I hung around Paris for a while, trying to sort out my predicament, but due to lack of funds and time getting on I decided to head north to find a campsite. Getting out of Paris was sheer terror. There are no rules, speed and aggression comes out on top. I just went with the flow. On one crowded motorway section it was a case of joining an improvised motorcycle lane in between the cars at speeds up to 70mph and more.
Bikes went this fast to beat the kamikaze scooterists who would do up to 50mph flat out, weaving from lane to lane. There was no room for mistakes but at least if I made one I knew it would be terminal. Other bikers were being very friendly and sticking an arm or leg out to welcome their English travelling counterpart as they overtook me. At the speed I was travelling and the road space I had (ie none) I was waving to no-one. I was convinced they were being sarcastic and their wave actually meant something like, welcome to the jungle, sucker - you're gonna die!
My mate later told me how a French nutter on a GSXR1100 collided with him slightly as they both went through a tight gap between cars going in the same direction. The GSXR was going about twice as fast as my mate and he was doing fifty. Mind you, he was to stay in a mansion living in luxury for a couple of days while I froze in a campsite. Sour grapes, moi?
Once out of Paris my next problem was to find the aforementioned campsite. An hour before sunset I was in a town called Senlis. I pulled into the BP station and asked if there was a campsite nearby. The answer was yes but the three people I was talking to were having difficulty in getting me to understand. Eventually, a lad in a Citroen got me to follow him. About ten miles later he dropped me off at the campsite. To say I was grateful was an understatement. I have since tried to picture a Frenchman getting this sort of help in any town in England from a cager with no interest in bikes...I can't picture it at all.
The next day saw me on the final leg of the tour. It was just a case of heading for Lille and peeling off towards Ostend. Most motorways in France require the payment of tolls (peage). Naturally, I avoided these but when travelling from town to town, the signs do like to direct you on to the motorways, for some reason.
Anyway, I was on one of the toll-free motorways, doing about 85mph when I decided to pull in for petrol. Coming out the other side from the pumps I saw a picnic area. Nice one, thinks I, time for a fag and a sit down. However, four gentlemen were already insisting that I went into the picnic area, their guns and badges glistening in the afternoon sun. Yep, it was the gendarmes. They surrounded me and asked for my passport.

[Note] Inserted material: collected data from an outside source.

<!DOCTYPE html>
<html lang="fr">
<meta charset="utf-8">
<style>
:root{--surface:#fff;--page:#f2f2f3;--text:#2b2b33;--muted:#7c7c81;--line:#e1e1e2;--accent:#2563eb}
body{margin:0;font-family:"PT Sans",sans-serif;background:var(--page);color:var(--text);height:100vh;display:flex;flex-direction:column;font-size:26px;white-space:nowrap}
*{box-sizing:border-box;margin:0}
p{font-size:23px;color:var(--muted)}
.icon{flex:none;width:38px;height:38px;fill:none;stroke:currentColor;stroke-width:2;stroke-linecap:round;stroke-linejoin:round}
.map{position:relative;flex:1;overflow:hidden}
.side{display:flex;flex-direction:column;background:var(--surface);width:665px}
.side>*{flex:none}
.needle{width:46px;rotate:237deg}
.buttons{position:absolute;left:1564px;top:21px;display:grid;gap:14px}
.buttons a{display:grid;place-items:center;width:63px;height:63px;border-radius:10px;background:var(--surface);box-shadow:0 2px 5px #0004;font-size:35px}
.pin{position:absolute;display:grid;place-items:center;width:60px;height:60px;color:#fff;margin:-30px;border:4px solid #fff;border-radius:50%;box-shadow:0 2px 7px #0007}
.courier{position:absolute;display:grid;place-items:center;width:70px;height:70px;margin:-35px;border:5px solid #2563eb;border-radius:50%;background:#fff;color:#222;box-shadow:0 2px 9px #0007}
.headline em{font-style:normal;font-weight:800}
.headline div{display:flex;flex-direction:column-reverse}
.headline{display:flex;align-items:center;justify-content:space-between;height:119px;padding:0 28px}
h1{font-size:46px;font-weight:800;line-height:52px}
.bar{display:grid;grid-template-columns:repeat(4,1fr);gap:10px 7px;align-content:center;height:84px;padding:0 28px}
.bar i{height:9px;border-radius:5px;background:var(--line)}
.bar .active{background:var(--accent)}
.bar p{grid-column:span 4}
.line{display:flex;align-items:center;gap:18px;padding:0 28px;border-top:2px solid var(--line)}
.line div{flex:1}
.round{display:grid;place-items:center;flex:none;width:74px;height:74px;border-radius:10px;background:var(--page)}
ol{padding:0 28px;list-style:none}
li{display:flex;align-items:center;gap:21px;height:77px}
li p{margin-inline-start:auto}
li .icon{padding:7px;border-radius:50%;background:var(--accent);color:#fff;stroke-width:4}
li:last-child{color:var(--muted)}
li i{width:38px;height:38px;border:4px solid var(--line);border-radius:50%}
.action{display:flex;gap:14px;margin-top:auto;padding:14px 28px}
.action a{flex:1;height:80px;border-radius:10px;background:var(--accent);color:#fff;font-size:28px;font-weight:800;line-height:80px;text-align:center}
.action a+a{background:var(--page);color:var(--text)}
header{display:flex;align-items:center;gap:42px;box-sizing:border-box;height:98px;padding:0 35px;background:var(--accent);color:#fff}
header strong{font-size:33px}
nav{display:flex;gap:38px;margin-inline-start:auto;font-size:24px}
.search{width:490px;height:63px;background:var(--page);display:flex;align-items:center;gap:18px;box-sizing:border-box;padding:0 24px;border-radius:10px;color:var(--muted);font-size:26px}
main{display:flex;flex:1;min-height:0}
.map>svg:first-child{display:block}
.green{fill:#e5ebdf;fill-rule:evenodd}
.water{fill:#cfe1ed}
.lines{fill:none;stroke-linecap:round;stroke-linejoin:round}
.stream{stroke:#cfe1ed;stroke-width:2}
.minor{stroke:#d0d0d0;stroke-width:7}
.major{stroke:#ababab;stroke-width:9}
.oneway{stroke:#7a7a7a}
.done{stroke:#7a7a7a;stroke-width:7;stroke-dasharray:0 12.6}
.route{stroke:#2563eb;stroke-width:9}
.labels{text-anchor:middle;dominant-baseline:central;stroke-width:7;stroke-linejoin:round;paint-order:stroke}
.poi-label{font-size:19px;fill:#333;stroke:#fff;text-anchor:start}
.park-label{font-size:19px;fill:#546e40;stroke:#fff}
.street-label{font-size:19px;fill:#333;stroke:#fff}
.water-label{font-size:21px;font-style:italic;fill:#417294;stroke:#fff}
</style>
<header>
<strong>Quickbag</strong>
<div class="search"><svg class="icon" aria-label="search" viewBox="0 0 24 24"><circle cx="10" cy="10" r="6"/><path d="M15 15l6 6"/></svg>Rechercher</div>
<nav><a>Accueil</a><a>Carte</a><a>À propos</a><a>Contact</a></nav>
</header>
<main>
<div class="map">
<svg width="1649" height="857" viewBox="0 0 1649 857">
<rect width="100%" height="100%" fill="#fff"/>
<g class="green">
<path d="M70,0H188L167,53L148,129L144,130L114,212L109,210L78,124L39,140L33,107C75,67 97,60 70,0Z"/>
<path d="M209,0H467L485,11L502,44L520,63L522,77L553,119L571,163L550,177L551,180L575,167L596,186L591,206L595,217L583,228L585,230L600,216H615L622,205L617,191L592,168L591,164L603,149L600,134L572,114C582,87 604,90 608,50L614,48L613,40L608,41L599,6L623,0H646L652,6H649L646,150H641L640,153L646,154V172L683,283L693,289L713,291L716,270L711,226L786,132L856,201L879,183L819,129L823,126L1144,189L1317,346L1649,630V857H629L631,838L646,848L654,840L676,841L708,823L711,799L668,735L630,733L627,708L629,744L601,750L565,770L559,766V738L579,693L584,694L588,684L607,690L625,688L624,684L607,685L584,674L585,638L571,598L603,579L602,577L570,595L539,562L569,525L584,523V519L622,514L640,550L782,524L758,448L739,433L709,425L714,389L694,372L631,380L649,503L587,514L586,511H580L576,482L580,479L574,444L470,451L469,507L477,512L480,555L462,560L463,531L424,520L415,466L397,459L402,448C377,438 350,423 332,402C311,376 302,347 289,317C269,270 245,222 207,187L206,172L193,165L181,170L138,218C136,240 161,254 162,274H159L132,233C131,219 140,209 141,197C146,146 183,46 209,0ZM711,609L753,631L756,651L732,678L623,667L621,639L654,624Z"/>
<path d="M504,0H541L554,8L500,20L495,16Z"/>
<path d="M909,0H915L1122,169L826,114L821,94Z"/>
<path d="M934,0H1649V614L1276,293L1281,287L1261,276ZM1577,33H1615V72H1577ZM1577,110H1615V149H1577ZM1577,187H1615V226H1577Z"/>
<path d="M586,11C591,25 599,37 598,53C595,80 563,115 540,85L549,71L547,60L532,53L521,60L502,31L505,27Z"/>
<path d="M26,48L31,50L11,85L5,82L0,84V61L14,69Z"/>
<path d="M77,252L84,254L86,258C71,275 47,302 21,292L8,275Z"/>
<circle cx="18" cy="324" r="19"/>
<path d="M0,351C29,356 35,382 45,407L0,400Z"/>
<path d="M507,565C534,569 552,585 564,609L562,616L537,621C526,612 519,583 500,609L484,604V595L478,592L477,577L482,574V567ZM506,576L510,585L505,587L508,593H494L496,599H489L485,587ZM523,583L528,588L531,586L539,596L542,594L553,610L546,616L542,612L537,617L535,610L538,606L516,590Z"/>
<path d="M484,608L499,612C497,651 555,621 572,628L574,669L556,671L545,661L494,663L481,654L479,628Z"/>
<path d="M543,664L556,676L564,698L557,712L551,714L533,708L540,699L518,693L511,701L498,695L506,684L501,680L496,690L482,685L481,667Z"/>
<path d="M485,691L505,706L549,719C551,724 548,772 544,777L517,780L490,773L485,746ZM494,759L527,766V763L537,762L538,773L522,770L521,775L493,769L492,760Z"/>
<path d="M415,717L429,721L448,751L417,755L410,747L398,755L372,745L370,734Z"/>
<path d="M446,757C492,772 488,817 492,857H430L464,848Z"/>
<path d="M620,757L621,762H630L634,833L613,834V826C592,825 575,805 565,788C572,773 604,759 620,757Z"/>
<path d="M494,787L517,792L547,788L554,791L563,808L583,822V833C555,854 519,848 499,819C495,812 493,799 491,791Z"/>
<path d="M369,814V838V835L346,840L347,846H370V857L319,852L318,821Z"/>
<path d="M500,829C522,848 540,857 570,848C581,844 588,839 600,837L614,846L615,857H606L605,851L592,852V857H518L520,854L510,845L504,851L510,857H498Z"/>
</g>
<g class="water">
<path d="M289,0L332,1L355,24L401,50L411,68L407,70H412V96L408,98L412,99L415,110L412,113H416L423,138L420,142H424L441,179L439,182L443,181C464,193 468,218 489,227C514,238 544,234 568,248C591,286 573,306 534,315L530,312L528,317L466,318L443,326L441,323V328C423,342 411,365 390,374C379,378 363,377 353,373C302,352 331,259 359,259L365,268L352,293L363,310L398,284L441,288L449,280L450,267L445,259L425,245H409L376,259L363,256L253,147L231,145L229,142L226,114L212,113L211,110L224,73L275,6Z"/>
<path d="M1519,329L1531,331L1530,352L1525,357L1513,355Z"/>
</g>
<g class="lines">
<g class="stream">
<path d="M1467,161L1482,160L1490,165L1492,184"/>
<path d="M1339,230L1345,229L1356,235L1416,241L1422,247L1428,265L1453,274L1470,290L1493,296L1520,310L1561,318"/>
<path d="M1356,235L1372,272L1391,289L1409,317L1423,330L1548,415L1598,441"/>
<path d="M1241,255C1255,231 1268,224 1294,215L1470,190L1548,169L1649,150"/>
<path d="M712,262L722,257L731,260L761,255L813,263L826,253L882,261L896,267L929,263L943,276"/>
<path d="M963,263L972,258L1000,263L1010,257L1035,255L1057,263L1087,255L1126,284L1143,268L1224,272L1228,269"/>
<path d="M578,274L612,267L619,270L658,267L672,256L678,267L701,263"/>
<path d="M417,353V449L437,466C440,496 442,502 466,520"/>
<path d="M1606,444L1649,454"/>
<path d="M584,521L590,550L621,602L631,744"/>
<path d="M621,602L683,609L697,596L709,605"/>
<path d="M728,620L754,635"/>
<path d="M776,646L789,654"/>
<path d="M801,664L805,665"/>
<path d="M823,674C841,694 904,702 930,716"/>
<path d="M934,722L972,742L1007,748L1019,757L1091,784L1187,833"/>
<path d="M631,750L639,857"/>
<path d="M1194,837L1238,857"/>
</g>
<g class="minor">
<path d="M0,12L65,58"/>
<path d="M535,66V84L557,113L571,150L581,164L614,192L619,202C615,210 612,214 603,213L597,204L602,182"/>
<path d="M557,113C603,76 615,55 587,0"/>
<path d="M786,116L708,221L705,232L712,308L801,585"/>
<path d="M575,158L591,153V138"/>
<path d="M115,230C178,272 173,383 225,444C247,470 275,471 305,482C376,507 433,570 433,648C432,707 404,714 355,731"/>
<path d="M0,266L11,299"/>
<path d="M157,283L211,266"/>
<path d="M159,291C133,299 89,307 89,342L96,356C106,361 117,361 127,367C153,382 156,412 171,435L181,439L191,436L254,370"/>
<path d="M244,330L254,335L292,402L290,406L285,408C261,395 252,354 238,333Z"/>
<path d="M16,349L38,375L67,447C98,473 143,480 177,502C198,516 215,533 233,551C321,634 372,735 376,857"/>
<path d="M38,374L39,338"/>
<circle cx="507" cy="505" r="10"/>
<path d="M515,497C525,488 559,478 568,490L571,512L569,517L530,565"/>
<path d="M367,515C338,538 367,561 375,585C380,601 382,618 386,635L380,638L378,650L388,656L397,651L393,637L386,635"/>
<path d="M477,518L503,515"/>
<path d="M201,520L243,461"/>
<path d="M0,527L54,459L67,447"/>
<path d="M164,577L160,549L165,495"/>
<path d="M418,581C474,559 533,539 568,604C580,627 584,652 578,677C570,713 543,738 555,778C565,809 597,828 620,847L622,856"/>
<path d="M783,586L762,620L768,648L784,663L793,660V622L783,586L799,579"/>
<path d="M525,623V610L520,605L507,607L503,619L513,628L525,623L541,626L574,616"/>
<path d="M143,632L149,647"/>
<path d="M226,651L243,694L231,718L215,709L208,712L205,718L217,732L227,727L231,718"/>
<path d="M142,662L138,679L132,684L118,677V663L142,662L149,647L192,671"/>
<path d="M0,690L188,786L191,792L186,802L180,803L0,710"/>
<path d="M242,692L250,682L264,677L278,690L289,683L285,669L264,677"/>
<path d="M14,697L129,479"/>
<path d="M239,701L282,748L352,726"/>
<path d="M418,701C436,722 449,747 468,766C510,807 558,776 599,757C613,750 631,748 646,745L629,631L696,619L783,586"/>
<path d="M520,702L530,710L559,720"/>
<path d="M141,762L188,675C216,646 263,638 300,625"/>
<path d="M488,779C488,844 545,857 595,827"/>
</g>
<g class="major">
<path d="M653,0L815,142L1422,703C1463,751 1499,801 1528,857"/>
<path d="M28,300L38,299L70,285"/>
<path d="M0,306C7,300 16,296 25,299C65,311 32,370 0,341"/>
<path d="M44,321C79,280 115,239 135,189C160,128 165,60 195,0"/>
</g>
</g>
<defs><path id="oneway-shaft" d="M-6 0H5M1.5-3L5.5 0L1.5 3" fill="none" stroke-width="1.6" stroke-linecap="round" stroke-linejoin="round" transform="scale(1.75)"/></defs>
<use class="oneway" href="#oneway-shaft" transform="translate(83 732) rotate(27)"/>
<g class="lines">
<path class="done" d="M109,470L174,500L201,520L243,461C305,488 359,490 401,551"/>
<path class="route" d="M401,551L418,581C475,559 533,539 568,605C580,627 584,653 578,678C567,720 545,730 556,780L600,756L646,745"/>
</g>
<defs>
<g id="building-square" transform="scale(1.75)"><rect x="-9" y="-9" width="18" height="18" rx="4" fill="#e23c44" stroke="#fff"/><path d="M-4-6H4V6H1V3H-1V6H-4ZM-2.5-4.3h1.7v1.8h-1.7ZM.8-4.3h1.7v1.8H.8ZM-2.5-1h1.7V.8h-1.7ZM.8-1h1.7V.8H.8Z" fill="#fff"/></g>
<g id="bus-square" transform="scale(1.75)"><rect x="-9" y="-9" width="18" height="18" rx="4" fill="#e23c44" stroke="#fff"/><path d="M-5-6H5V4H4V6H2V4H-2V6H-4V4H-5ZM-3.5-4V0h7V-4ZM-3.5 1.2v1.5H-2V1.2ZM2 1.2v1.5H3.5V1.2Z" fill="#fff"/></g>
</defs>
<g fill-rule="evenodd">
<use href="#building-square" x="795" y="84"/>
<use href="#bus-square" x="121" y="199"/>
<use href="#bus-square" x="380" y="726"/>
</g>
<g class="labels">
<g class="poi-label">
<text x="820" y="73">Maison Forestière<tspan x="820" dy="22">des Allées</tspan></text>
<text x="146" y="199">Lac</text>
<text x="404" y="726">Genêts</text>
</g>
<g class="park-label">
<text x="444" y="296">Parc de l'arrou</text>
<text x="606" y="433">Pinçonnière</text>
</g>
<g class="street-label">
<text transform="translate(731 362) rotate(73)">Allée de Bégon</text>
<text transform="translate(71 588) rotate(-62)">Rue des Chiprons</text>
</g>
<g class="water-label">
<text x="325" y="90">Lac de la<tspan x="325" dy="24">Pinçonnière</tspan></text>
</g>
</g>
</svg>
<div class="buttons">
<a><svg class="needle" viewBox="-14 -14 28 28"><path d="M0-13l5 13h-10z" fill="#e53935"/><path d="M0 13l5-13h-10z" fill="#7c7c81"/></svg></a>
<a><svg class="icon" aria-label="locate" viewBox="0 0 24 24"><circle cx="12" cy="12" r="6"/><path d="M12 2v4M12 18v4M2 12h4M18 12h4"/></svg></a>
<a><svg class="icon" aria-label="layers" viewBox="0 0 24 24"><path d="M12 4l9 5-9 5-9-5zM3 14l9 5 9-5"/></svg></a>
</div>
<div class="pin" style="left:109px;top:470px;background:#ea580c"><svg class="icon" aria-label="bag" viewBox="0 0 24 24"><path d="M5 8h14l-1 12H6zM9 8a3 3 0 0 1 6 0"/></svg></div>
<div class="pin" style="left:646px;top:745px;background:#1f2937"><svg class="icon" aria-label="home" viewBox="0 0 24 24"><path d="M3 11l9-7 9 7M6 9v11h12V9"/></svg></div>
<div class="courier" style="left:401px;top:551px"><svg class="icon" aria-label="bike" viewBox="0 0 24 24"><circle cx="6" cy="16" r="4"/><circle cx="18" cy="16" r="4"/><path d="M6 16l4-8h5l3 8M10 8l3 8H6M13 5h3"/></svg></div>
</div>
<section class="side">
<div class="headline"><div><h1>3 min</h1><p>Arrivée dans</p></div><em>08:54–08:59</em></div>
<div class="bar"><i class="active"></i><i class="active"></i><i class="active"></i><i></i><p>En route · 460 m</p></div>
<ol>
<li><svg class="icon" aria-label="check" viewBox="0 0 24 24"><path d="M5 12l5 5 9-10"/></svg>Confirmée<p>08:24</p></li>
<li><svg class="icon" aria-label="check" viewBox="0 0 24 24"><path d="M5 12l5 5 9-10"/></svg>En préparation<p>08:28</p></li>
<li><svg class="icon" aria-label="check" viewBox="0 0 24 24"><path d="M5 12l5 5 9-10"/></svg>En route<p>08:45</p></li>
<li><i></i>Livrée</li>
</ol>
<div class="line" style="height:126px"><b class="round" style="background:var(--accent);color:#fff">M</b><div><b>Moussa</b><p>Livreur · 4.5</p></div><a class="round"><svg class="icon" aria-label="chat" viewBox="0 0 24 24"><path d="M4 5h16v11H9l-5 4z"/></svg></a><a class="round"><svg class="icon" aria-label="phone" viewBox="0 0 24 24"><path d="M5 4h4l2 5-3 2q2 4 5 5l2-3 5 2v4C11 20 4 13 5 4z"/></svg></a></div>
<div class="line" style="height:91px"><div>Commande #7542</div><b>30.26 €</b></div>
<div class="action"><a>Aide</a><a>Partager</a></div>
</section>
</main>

I went to pull it out of my inside pocket but was a bit quick. They took one step forward ready to pounce, one went for his gun. I slowed it down. They relaxed and I relaxed. I now got the impression they were expecting a big wedge of cash to come out with the passport. Fat chance. The sergeant spoke to me in French for about two minutes...a waste of his time. One of his colleagues spoke English, wanted to know where I was going and what I was doing. So I told them. He seemed happy enough but sarge wasn't.
My kit didn't contain any illegal substances and I wasn't giving 'em any dosh. They talked amongst themselves, giving me piercing and intimidating glances every now and then. Sarge slapping my passport into his palm, trying to look dead hard. He would still question me in French and expect an answer. I looked at his oppo for some lingual assistance. Their psychology wasn't going to faze me. It was pretty pathetic actually. Eventually they let me go. F..k knows what it had all been about. Good job they didn't see my Greenpeace sticker. I don't think I could have defused that one!
After that I got home in one piece. I had done 2000 miles and I was now disappointed to be back to the usual grind. Mind you, there's always next year. Somehow I don't think I can wait that long.